Nuray Mert: Ahlaksız teklif – RADIKAL

Türkiye üzerinde, ABD’nin Ortadoğu’da istediği
müdahalelerin koşulsuz destekçisi olması yönünde,
muazzam bir baskı var.

Bir gün hükümetin sallantıda olduğu söylentisi
çıkıyor, diğer gün
AB yolunun zora girdiğinden dem vuruluyor. Diğer taraftan,
Cumhurbaşkanı’nın
Suriye ziyareti engellenmeye çalışılıyor. Türkiye’de,
bölgesindeki işgal harekâtının taşeronluğuna karşı direnecek
politikalar üretilebilir mi? Bilemiyorum.

‘Soğuk Savaş döneminin batmayan uçak gemisi’ diye
nitelendirilen
bir ülke, kendini ne kadar toparlayabilecek göreceğiz.

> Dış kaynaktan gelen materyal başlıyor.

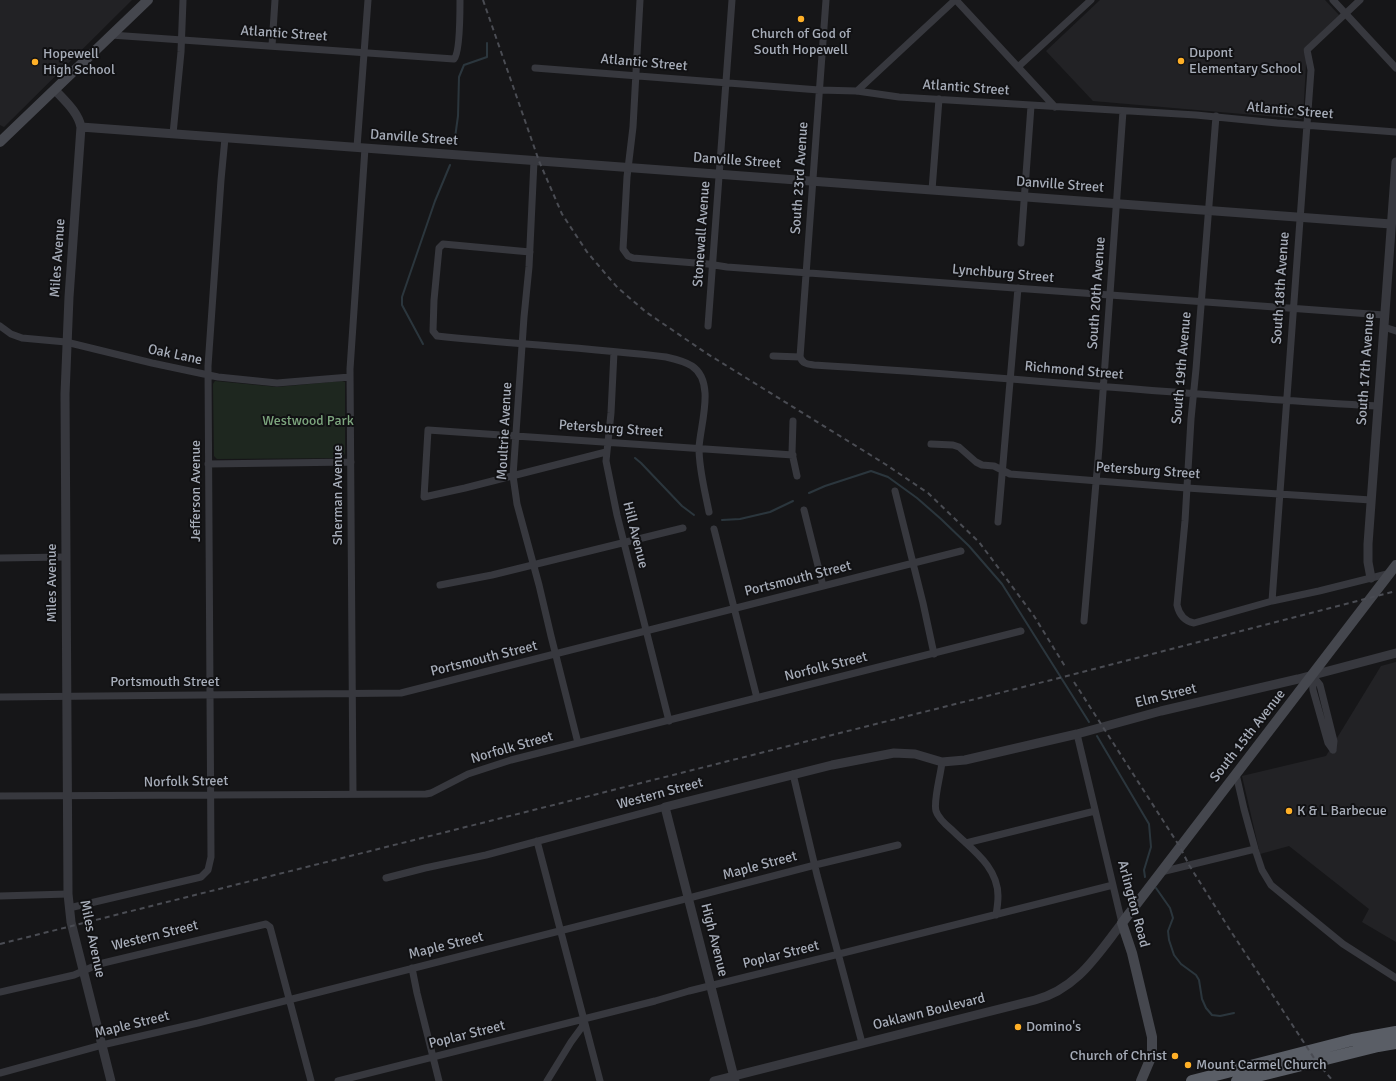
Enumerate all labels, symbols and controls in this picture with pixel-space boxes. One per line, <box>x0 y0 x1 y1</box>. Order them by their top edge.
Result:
marker: Church of God of South Hopewell <box>796 14 806 24</box>
street label: Atlantic Street <box>240 23 328 45</box>
place label: Church of God of South Hopewell <box>751 26 851 58</box>
place label: Dupont Elementary School <box>1189 45 1302 78</box>
place label: Hopewell High School <box>43 46 115 78</box>
street label: Atlantic Street <box>600 51 688 75</box>
marker: Dupont Elementary School <box>1176 56 1186 66</box>
marker: Hopewell High School <box>30 57 40 67</box>
street label: Atlantic Street <box>922 77 1010 99</box>
street label: Atlantic Street <box>1246 99 1334 123</box>
street label: South 23rd Avenue <box>788 121 812 235</box>
street label: Danville Street <box>370 127 458 149</box>
street label: Danville Street <box>693 150 781 172</box>
street label: Danville Street <box>1016 174 1104 196</box>
street label: Stonewall Avenue <box>690 180 714 288</box>
street label: Miles Avenue <box>47 218 69 298</box>
street label: South 18th Avenue <box>1269 231 1293 345</box>
street label: South 20th Avenue <box>1085 236 1109 350</box>
street label: Lynchburg Street <box>951 261 1055 287</box>
street label: South 19th Avenue <box>1169 311 1195 425</box>
street label: South 17th Avenue <box>1354 312 1378 426</box>
street label: Oak Lane <box>146 341 204 369</box>
street label: Richmond Street <box>1024 358 1124 384</box>
street label: Moultrie Avenue <box>494 382 516 480</box>
park label: Westwood Park <box>262 413 354 429</box>
street label: Petersburg Street <box>558 417 664 441</box>
street label: Jefferson Avenue <box>188 440 204 542</box>
street label: Sherman Avenue <box>330 445 346 545</box>
street label: Petersburg Street <box>1095 459 1201 483</box>
street label: Hill Avenue <box>619 500 651 570</box>
street label: Miles Avenue <box>44 543 60 623</box>
street label: Portsmouth Street <box>743 558 853 600</box>
street label: Portsmouth Street <box>429 638 539 680</box>
street label: Norfolk Street <box>783 649 869 685</box>
street label: Portsmouth Street <box>110 674 220 690</box>
street label: Elm Street <box>1134 680 1198 712</box>
street label: South 15th Avenue <box>1207 686 1289 786</box>
street label: Norfolk Street <box>469 728 555 768</box>
street label: Norfolk Street <box>143 773 229 791</box>
street label: Western Street <box>615 774 705 814</box>
place label: K & L Barbecue <box>1297 803 1387 819</box>
marker: K & L Barbecue <box>1284 806 1294 816</box>
street label: Maple Street <box>721 848 799 884</box>
street label: Arlington Road <box>1113 859 1153 949</box>
street label: Miles Avenue <box>76 899 108 979</box>
street label: High Avenue <box>697 902 731 978</box>
street label: Western Street <box>110 917 200 955</box>
street label: Maple Street <box>407 929 485 963</box>
street label: Poplar Street <box>741 937 821 973</box>
street label: Oaklawn Boulevard <box>871 990 987 1034</box>
street label: Maple Street <box>93 1008 171 1042</box>
street label: Poplar Street <box>427 1017 507 1053</box>
place label: Domino's <box>1026 1019 1081 1035</box>
marker: Domino's <box>1013 1022 1023 1032</box>
place label: Church of Christ <box>1070 1048 1167 1064</box>
marker: Church of Christ <box>1170 1051 1180 1061</box>
place label: Mount Carmel Church <box>1196 1057 1327 1073</box>
marker: Mount Carmel Church <box>1183 1060 1193 1070</box>

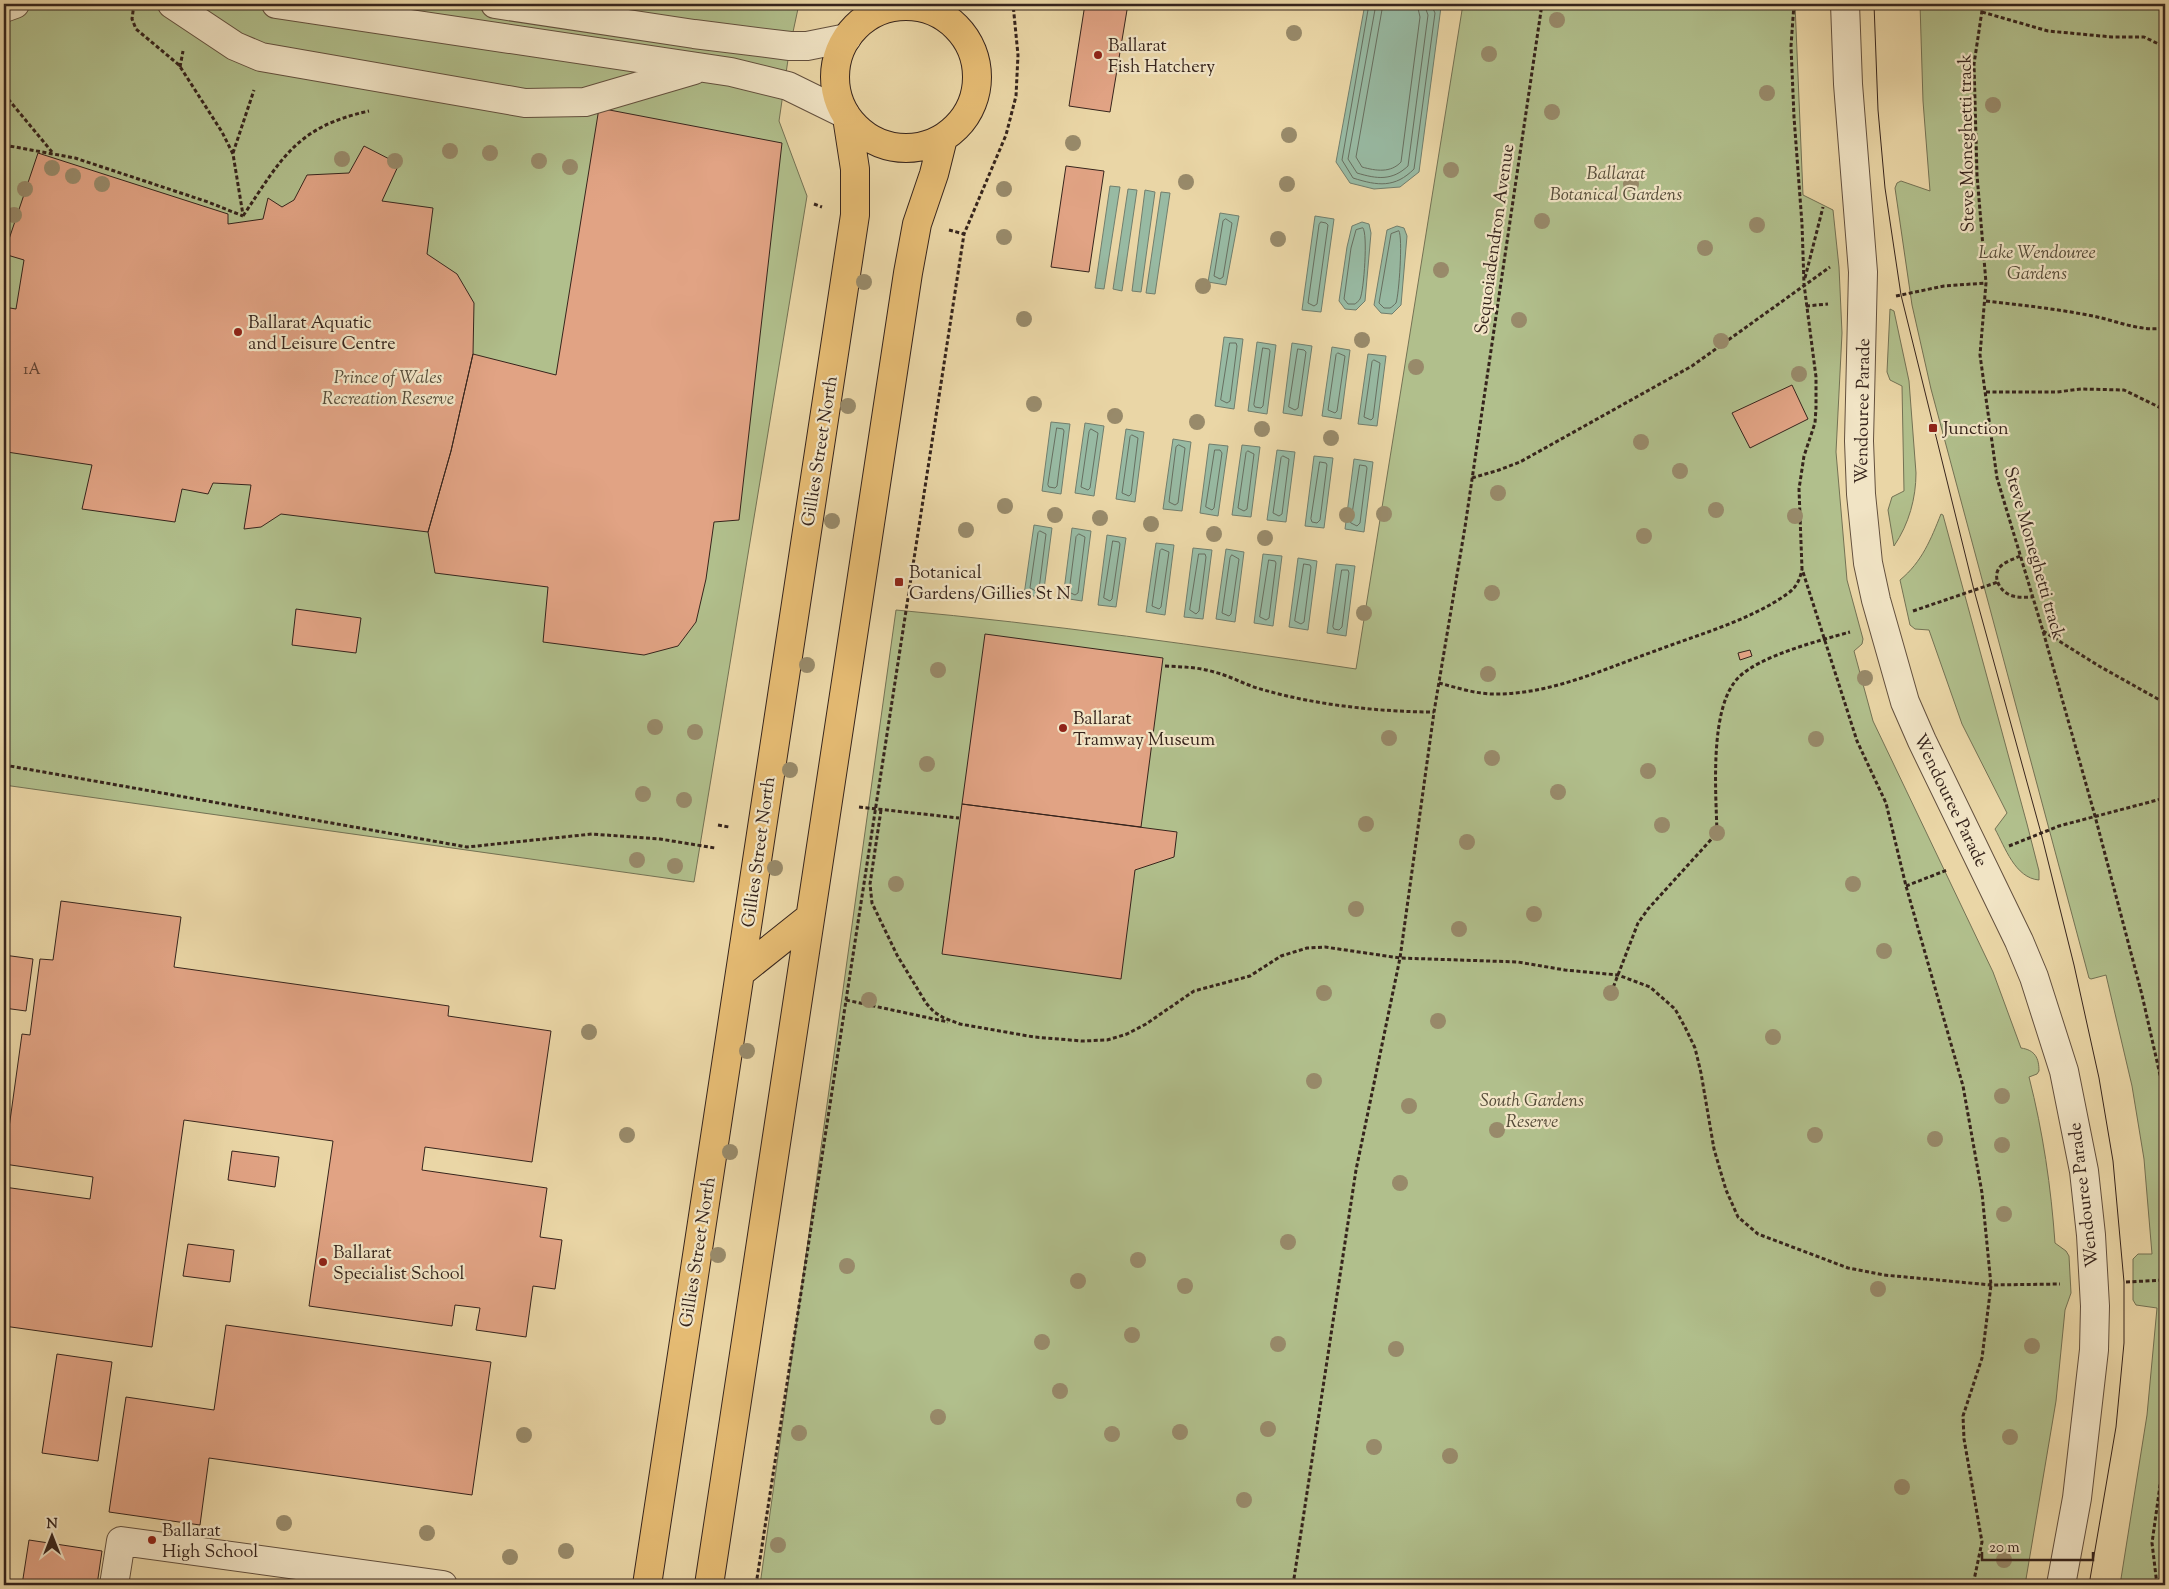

Soğuk
Savaş
döneminin bitiminden bu yana geçen zamanı sağ ve sol
cenahlarda
safsatalarla geçirdik, artık safsata denizi bitti.
Bakın son baskı konusu ‘Ermeni soykırımı’ meselesi. Wolfowitz,
son olarak ABD adına, ‘Ermeni tezlerine karşı Türkiye yeni
açılımlarda
bulunmalı’ mesajını geçti. Bu, eski ve maalesef şimdiye kadar
işleyen
bir taktik. Türkiye, bugüne kadar, Ermeni meselesi
gündeme gelmesin
diye, elinden geleni yaptı. Şimdi yine aynı teklifle karşı karşıya,
kısaca söylenen şu: ‘Gel bizim suçumuza ortak ol, seninkini
gizlemene
yardım edelim’.
Tarihin bir dönemecinde olanlardan dolayı bir toplum
‘suçlu’ ilan
edilebilir mi, olanlara ‘soykırım’ denilebilir mi? Öyle veya
böyle, bu
neden Amerikan Kongresi’nin, Fransız parlamentosunun meselesidir?
Bunlar ayrı mesele. Dönem dönem, gündeme gelmesinin
temel nedeni, bir
büyük trajedinin üzerinden politik pazarlık, hatta
siyasi şantaj yapma
gayreti, bunu görmemek için kör, anlamamak için
aptal olmak lazım.
Peki,
hal böyle diye, bir toplum sonuna kadar yalanla yaşayabilir mi?
Bırakın vicdani hesaplaşmayı, bu mesele bir kere şantaj konusu olduktan
sonra, bu şantajı susturmak için nelerden vazgeçmek,
kimlere, ne kadar
suç ortağı olmak gerekir, hiç düşünülmez
mi? Düşünülmezse, iş gelir
buraya dayanır;
‘Suç ortağı olun, günahınızı gizleyelim’ denilir.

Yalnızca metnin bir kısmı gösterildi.